While we revere the Empire Theatre as being one of the best in the North East, as well as appreciating the smaller Sunderland Royalty Theatre, there was once a time where Sunderland in fact had many theatres. This is because in the early 20th century, when there was no television and no internet, it was much more common to go to a theatre or cinema for entertainment. As a result, the 1920s and 30s in particular brought a boom in venues.
As a result, there were many such venues in Sunderland which did not survive to the present day. In this article, we explore the Kings Theatre, which was based on Crowtree Road on what is now the site of the former Leisure Centre (Bring Back Crowtree, says Neil).
Opening in the year 1906, the Kings Theatre was owned and created by two Scotsmen, Robbie Buchanan and Ernest Stevens.
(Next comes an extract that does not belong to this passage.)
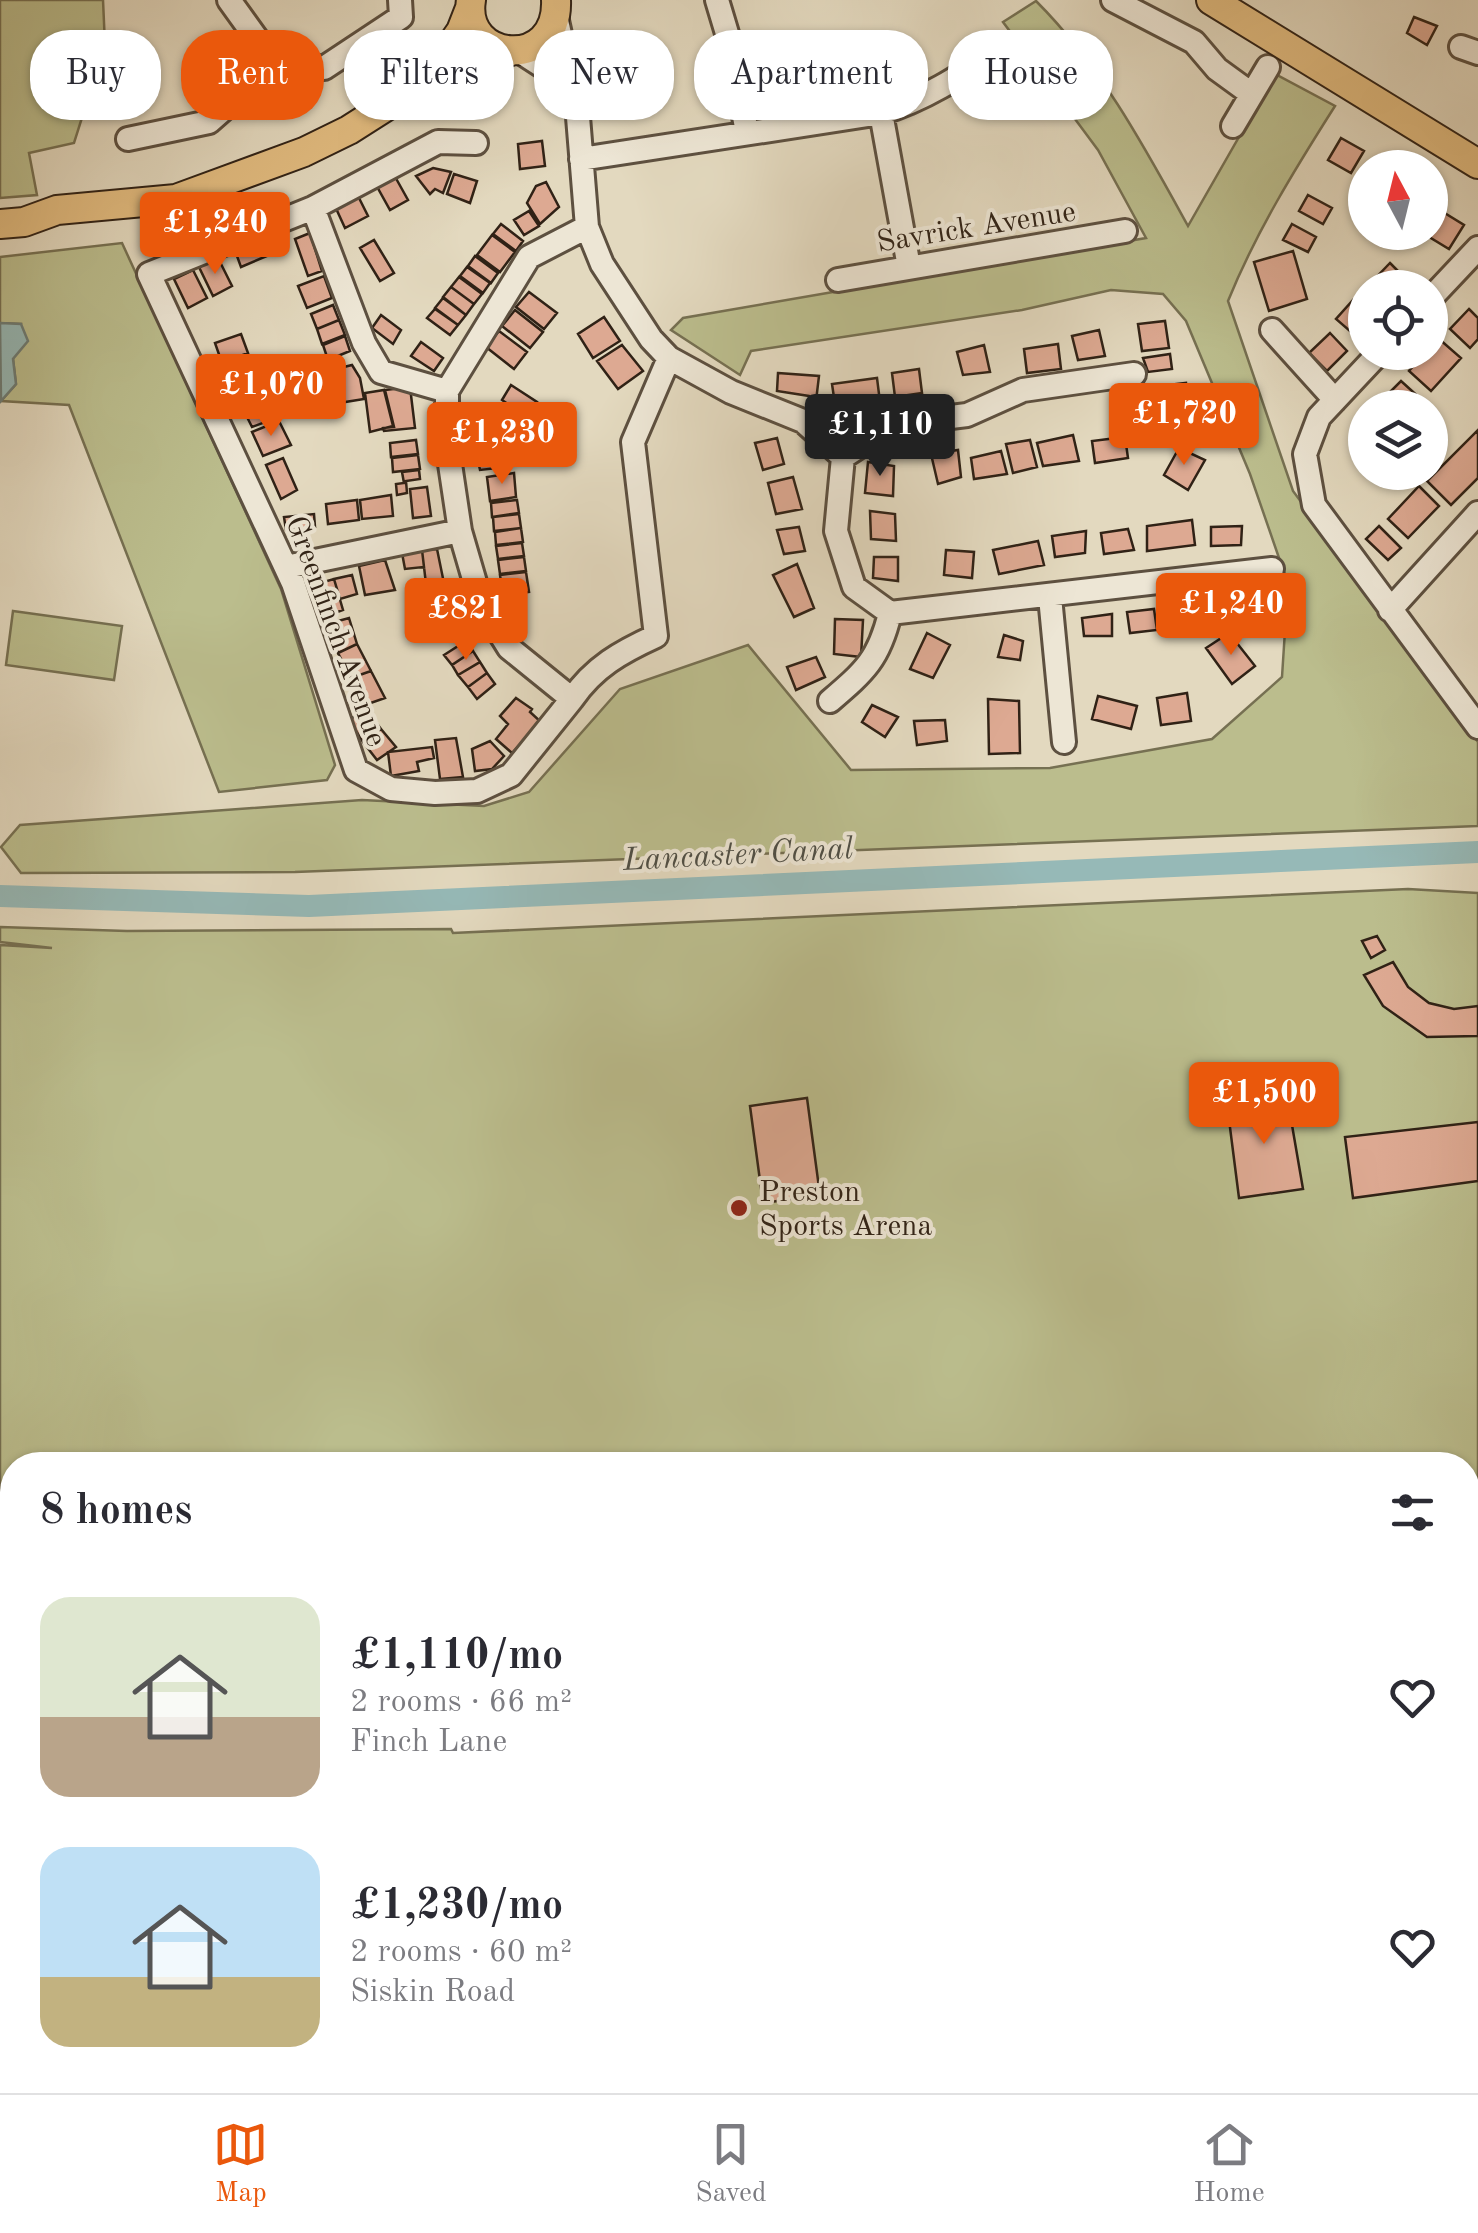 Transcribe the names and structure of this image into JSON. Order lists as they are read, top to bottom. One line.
{"streets":{"street":["Savrick Avenue","Greenfinch Avenue"]},"water":["Lancaster Canal"],"places":["Preston Sports Arena"],"north":"top","page":{"chip":["Buy","Rent","Filters","New","Apartment","House"],"price":["£1,240","£1,070","£1,720","£1,110","£1,230","£1,240","£821","£1,500"],"heading":"8 homes","list":[{"name":"£1,110/mo","note":"2 rooms · 66 m² · Finch Lane"},{"name":"£1,230/mo","note":"2 rooms · 60 m² · Siskin Road"}],"tabs":["Map","Saved","Home"]}}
With a capacity of 2300 seats, it was designed to be a variety theatre, hosting a variety of different performances, acts, as well as screening films. Its first performance was on Christmas Eve, with a pantomime showing of “Little Red Riding Hood”.
In 1915, the Kings Theatre became famous as one of the first venues in the world to show Kinemacolor films, which were some of the earliest pictures in colour ever produced. But not only that, it became a stomping ground for one of the most famous early on screen characters of all time, Stan Laurel from Laurel and Hardy.
Born as Arthur Stanley Jefferson, it may be easy to “assume” he was American given such is where is mostly associated with, but he was in fact English. Originally from Lancashire, his father was from Bishop Auckland and as such he went to school in County Durham. With his father an actor, he followed him into theatre and as such performed in local venues, chiefly the Kings Theatre in Sunderland. His sister reportedly lived in Roker.
Of course, Laurel eventually moved on to America, but what happened to the Kings Theatre? The answer is the same one which happened to many glorious pre-war buildings and structures in Sunderland, death by Nazi Germany. In 1943, the theatre was bombed and after the war in a changing world, ultimately demolished by 1954. 23 years later, Crowtree Leisure Centre was built on the site.